• Brief
Please copy out each line of the listing that contains the word "symbols".

• Extracted material
▬▬▬

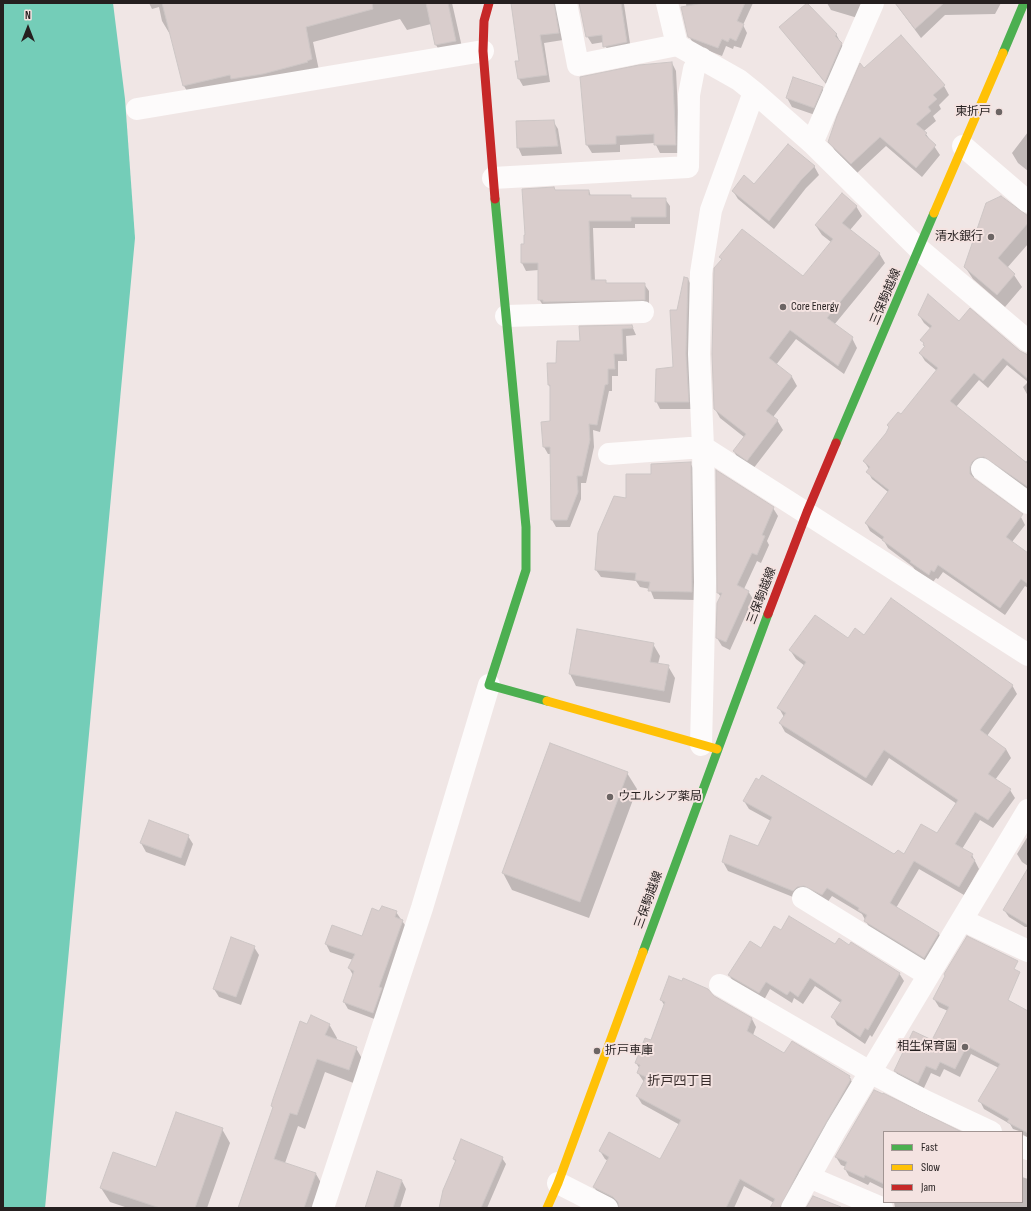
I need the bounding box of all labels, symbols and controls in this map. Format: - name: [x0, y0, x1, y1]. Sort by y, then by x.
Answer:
- north arrow: [8, 8, 48, 48]
- text: N: [25, 9, 31, 22]
- place label: 東折戸: [955, 105, 991, 119]
- marker: 東折戸: [994, 107, 1004, 117]
- place label: 清水銀行: [935, 230, 983, 244]
- marker: 清水銀行: [986, 232, 996, 242]
- street label: 三保駒越線: [868, 267, 904, 327]
- place label: Core Energy: [791, 300, 839, 314]
- marker: Core Energy: [778, 302, 788, 312]
- street label: 三保駒越線: [745, 565, 779, 627]
- place label: ウエルシア薬局: [618, 790, 702, 804]
- marker: ウエルシア薬局: [605, 792, 615, 802]
- street label: 三保駒越線: [632, 869, 666, 931]
- place label: 相生保育園: [897, 1040, 957, 1054]
- marker: 相生保育園: [960, 1042, 970, 1052]
- place label: 折戸車庫: [605, 1044, 653, 1058]
- marker: 折戸車庫: [592, 1046, 602, 1056]
- district label: 折戸四丁目: [648, 1074, 712, 1090]
- legend: [883, 1131, 1023, 1203]
- text: Fast: [921, 1140, 938, 1155]
- text: Slow: [921, 1160, 940, 1175]
- text: Jam: [921, 1180, 936, 1195]

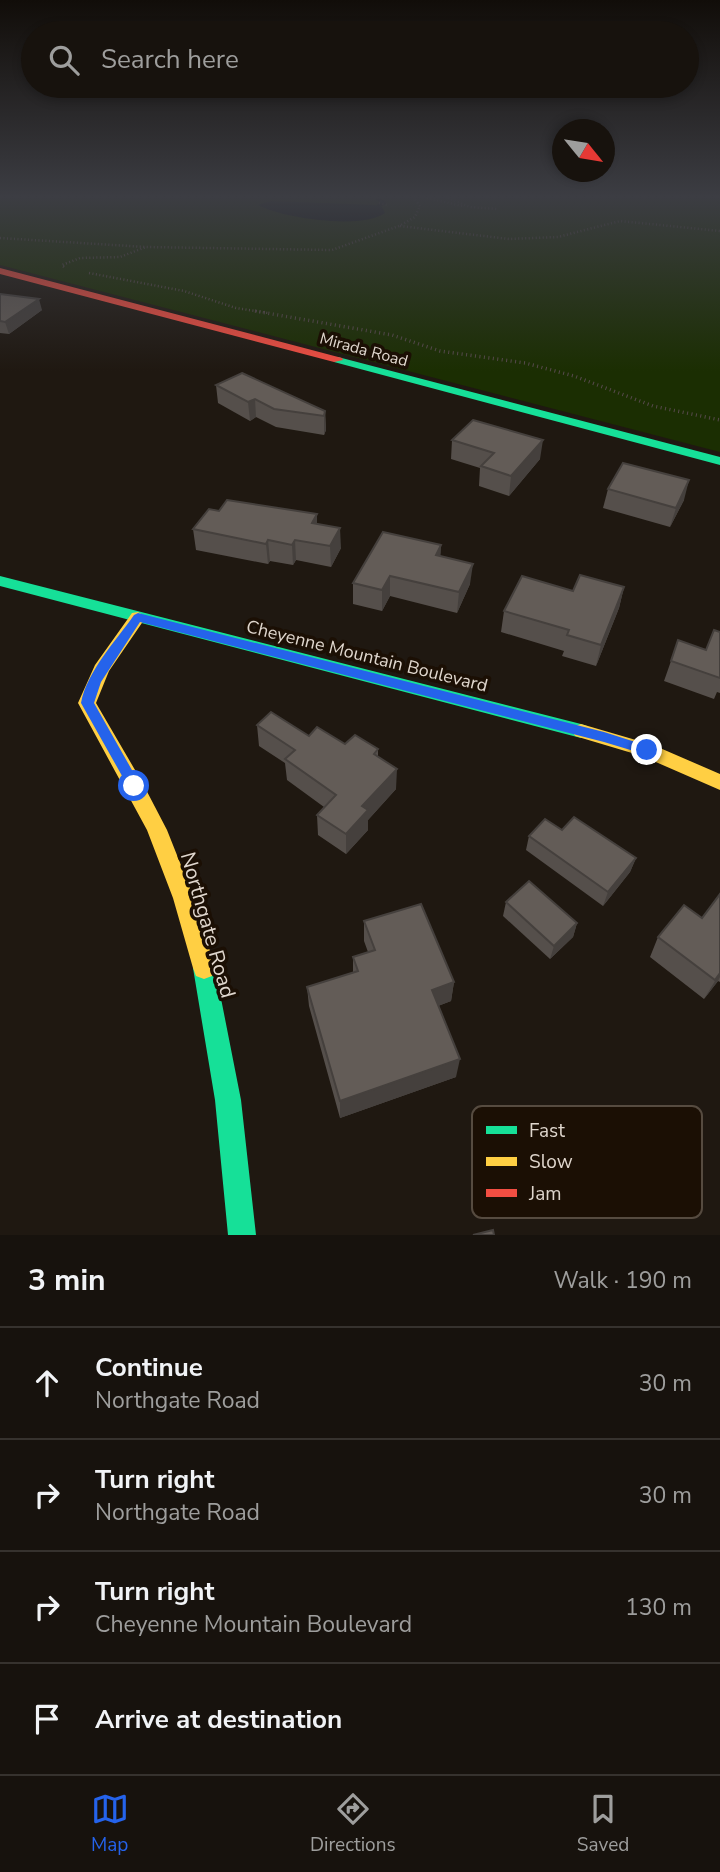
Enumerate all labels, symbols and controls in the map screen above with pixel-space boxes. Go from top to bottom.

▬▬▬

• Solution for this task
I need the bounding box of all labels, symbols and controls in this map. Format: - name: [x0, y0, x1, y1]. Sort by y, then by x.
Enumerate all labels, symbols and controls in the map screen above with pixel-space boxes. Go from top to bottom.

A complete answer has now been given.